Which part of the book was the most fun to write? Which was the most challenging?

Raef’s first relationship. I loved creating some much needed happiness for him. And it was fun to recall the films and fashions of the day too. The most challenging part was conveying Raef’s psychosis – especially the incident with his sister. That was quite harrowing and took a lot of revisiting and editing.

If you could take one book to a desert island, what would it be and why?

‘To Kill A Mockingbird’ is one of those books I can re-read and still be totally drawn into, so I’d take my copy that I still have from my school days, even though it is close to fifty years old. I love the way the story weaves together the father daughter relationship and the reality of life for Black people in that era. It hit hard.

Where is your favourite place to write?

My ideal place to write would be on my sister’s verandah in Grenada, overlooking the lush green hills.
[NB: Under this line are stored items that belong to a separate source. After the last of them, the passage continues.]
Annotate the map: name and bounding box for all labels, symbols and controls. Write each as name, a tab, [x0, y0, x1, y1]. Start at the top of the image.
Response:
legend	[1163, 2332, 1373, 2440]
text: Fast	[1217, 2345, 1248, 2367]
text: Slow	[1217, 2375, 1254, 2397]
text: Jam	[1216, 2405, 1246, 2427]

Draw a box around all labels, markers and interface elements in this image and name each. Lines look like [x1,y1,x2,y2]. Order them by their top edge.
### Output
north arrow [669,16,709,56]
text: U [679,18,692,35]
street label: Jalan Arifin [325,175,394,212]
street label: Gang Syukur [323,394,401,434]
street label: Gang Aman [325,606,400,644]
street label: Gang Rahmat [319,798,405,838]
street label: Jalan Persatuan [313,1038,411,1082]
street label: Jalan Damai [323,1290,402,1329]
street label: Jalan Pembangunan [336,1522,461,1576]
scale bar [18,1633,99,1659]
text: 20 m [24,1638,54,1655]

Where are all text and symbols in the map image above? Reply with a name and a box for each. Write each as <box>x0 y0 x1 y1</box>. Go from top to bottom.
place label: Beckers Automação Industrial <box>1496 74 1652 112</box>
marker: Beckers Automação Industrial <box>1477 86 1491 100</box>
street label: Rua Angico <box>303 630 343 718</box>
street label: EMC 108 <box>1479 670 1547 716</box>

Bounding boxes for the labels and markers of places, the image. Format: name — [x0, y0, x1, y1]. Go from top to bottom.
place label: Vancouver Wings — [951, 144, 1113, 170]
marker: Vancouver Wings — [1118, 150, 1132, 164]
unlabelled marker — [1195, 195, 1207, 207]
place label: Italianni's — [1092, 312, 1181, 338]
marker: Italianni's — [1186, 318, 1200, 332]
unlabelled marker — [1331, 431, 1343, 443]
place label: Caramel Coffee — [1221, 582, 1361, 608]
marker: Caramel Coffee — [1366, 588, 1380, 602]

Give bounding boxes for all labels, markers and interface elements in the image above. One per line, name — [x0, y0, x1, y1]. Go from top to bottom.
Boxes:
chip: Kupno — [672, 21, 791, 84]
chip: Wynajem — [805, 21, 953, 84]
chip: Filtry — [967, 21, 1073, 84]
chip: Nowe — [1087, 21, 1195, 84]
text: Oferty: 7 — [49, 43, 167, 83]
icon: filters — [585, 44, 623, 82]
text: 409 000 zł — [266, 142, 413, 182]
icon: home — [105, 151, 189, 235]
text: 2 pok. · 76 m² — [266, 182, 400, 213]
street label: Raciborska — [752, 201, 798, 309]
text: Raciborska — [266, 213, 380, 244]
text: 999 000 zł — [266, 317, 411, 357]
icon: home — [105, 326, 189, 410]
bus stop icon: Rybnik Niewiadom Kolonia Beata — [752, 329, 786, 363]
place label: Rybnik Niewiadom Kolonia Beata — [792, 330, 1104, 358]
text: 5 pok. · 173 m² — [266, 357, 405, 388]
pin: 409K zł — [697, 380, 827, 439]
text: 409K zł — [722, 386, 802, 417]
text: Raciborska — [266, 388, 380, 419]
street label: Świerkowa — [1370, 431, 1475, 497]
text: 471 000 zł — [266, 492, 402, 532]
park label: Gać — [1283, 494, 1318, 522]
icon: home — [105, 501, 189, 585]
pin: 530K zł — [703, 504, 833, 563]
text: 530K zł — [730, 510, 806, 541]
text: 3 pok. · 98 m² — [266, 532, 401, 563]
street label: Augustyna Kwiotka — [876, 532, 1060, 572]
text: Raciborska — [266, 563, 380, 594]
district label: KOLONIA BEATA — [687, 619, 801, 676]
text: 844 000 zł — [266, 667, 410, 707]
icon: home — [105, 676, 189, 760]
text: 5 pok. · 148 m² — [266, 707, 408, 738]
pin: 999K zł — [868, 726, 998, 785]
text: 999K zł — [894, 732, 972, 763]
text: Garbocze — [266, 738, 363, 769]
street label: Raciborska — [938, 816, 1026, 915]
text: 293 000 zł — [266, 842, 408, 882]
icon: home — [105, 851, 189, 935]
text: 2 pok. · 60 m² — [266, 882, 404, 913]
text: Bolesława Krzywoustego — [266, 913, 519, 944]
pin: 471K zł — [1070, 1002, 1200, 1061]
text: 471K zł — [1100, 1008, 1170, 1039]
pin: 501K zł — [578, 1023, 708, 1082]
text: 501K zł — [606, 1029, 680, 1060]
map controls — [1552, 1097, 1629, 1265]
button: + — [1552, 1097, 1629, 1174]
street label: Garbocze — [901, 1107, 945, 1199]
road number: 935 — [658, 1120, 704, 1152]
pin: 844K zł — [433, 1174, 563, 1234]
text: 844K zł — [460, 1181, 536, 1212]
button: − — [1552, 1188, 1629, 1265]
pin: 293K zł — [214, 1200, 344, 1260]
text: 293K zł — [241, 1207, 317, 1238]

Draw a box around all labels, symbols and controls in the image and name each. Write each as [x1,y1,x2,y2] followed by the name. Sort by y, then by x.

My reality is that I usually write in my kitchen so that I’m close to the kettle and can make lots of tea. But I do have photographs of beautiful locations I’ve travelled to hanging on the wall to look at.

If you hadn’t been a writer, what would you be doing now? Where would you be?

For me, currently, that’s the other way around. I’m a SEN teacher now, but even when I was a fashion journalist and stylist, and then a foster carer, all I wanted was to find more time to just write. Writing full time would be the perfect life.